HB 747/SB 1760 - Infants Born Alive
A reactionary - and repeat - effort to ensure that fetuses (or "babies") that survive abortion procedures are properly cared for by health care professionals. State Rep. Scott Plakon, R-Longwood, and State Sen. Stephen Wise, R-Jacksonville, are pushing the plan following headlines of botched abortions in Pennsylvania and Hialeah.

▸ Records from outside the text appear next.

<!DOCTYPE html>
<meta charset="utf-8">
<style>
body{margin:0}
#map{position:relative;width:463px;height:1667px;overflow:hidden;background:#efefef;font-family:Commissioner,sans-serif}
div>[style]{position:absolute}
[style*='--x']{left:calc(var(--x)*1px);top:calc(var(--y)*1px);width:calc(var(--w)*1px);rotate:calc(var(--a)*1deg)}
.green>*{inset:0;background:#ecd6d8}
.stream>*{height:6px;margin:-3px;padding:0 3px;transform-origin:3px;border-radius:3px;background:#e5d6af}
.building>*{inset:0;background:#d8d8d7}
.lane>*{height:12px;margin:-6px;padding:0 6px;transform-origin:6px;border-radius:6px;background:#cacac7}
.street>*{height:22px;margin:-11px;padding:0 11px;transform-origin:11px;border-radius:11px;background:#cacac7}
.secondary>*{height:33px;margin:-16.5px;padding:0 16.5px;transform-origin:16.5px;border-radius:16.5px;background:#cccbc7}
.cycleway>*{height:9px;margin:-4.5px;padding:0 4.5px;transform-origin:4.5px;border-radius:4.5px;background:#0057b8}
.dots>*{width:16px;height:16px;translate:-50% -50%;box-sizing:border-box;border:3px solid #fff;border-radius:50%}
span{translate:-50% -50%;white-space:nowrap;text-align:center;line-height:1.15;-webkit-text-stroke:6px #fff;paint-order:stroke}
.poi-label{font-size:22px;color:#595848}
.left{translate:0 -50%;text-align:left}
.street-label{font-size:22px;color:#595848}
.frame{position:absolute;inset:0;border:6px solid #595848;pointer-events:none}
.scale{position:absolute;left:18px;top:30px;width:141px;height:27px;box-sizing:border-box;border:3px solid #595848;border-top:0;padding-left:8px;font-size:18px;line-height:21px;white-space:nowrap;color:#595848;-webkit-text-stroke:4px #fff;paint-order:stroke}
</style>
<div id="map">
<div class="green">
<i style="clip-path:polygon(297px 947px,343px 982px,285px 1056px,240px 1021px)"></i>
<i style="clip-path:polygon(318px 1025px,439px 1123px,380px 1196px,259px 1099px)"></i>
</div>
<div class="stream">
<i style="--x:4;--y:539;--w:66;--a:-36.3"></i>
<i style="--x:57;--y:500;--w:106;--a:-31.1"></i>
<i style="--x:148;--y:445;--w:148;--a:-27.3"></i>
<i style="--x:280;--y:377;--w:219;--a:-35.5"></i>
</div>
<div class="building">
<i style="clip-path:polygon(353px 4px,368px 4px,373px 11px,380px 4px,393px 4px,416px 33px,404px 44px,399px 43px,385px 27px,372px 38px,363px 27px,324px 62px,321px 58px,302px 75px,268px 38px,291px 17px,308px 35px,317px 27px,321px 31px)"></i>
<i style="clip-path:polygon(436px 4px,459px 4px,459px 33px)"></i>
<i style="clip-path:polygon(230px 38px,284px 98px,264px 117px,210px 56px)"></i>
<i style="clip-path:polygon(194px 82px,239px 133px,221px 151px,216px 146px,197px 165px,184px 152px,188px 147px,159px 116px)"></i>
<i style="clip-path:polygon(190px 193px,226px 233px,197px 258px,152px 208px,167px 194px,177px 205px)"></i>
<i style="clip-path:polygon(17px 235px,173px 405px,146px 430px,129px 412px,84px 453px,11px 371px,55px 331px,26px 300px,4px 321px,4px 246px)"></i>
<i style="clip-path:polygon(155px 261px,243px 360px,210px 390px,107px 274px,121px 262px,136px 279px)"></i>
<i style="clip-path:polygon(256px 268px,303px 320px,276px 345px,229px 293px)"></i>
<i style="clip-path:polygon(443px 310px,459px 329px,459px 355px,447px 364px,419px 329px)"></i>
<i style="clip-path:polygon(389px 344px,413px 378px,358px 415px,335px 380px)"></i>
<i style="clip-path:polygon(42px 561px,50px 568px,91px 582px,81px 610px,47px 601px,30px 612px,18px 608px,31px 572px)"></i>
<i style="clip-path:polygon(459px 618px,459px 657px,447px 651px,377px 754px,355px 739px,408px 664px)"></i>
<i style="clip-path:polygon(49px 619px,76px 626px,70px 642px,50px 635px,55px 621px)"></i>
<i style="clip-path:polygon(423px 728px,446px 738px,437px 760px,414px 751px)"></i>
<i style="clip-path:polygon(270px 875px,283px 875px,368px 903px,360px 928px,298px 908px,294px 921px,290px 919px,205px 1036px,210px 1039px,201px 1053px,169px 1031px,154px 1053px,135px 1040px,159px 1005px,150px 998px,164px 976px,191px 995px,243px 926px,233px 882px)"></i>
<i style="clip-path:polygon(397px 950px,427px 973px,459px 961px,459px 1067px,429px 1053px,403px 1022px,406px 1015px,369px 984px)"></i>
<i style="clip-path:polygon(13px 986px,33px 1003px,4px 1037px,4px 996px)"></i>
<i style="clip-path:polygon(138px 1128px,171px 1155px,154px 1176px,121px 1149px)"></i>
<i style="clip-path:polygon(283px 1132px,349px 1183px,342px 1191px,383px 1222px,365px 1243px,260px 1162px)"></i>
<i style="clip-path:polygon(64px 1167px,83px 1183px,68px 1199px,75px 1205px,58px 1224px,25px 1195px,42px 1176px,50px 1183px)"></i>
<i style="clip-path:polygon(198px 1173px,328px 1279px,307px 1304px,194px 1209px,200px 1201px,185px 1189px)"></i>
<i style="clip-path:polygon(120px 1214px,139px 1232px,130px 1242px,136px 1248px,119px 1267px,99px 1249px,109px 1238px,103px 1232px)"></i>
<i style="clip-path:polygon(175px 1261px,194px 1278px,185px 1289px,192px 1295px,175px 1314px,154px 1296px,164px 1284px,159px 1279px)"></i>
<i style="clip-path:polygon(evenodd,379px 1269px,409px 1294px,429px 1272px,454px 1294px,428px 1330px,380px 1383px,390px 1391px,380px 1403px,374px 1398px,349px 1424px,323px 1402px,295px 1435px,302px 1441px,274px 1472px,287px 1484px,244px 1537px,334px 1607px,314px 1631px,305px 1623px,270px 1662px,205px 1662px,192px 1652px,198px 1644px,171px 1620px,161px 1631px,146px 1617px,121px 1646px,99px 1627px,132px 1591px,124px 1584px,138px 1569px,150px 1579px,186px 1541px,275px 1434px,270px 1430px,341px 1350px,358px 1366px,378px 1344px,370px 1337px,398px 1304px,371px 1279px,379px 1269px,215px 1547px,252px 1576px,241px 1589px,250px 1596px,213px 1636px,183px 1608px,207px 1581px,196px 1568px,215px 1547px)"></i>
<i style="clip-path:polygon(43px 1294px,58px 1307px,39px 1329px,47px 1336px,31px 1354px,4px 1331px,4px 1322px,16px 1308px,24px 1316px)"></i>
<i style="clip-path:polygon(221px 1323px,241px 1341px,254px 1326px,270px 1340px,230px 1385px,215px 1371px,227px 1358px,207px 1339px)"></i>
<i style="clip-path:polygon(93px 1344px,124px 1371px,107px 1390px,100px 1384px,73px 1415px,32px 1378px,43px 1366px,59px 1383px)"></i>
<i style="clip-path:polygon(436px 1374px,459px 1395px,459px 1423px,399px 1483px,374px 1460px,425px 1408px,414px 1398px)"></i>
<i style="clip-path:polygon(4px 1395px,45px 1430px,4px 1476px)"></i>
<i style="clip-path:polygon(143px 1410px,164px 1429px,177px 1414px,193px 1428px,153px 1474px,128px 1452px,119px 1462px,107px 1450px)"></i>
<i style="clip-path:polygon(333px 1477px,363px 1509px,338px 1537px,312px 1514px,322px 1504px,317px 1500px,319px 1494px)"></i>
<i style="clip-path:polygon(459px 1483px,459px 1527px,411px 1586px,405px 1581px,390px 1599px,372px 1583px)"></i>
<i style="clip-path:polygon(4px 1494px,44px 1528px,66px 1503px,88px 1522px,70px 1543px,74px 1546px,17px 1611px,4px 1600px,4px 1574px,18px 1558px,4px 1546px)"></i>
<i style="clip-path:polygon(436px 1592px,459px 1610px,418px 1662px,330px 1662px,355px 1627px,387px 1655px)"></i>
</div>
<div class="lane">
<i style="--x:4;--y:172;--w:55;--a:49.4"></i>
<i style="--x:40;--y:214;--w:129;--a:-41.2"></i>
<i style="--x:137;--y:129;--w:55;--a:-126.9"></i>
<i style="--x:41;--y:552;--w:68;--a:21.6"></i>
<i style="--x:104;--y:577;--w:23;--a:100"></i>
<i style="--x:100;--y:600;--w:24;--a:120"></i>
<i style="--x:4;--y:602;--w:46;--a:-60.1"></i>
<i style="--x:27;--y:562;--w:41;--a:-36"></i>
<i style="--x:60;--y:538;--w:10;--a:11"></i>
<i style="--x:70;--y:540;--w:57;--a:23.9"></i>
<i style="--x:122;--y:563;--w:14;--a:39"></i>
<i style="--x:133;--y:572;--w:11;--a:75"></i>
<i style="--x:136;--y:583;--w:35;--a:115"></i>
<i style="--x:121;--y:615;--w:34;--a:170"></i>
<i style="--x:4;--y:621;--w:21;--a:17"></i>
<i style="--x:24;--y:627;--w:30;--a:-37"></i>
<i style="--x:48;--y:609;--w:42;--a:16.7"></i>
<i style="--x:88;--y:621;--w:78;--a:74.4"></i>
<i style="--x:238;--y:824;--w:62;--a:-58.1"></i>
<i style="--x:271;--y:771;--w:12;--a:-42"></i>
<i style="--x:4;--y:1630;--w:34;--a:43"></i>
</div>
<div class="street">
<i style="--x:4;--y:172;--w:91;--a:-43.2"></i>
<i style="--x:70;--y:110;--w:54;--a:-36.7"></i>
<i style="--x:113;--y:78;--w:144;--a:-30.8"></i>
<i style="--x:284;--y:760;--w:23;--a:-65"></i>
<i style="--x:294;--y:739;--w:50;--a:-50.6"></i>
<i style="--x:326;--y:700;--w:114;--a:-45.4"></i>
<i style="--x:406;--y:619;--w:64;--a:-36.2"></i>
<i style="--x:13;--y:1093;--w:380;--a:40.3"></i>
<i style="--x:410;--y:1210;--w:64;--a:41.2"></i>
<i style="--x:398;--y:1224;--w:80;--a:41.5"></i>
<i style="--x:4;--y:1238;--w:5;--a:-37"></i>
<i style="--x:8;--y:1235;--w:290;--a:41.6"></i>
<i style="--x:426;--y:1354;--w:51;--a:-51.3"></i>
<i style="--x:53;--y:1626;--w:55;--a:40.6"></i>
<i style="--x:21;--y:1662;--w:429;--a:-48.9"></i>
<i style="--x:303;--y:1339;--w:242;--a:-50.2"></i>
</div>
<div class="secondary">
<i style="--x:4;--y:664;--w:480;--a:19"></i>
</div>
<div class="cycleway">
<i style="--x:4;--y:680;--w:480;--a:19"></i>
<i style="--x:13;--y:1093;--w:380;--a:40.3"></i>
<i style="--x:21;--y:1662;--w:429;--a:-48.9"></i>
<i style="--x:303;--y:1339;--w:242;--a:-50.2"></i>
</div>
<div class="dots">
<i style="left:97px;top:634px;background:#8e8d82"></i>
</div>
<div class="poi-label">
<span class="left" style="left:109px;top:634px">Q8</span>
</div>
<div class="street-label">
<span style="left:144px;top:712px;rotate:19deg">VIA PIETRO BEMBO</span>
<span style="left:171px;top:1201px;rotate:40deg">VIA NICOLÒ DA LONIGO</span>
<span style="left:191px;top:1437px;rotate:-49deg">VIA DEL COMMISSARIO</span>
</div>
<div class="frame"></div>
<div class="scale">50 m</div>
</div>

SB 1094 - Offenses Against Unborn Children
Without a matching House component, this Fasano bill does little more than raise the heat on an already tempestuous issue: fetal personhood. Under the bill, Fasano would like to see the already offensive "viable fetus" terminology utilized in accepted Florida vehicular homicide statutes altered to read to "unborn child." It may have no legislative bearing, but its point is clear: Women matter less than the fetuses they carry.
HB 415 - Abortion
It wouldn't be a legislative session without the cosmic reappearance of grandstanding State Rep. Charles Van Zant, R-Keystone Heights, and his epic omnibus attempt to make Florida the leader in the unavoidable federal lawsuit to overturn Roe v. Wade. In 54 lengthy pages, Van Zant makes his futile case, steamrolling over statutes with wild-eyed abandon. It's the inevitable Hail Mary of every spring in Tallahassee, the statement of all statements. Thankfully, it hasn't received enough traction to become a logical reality. At least not yet.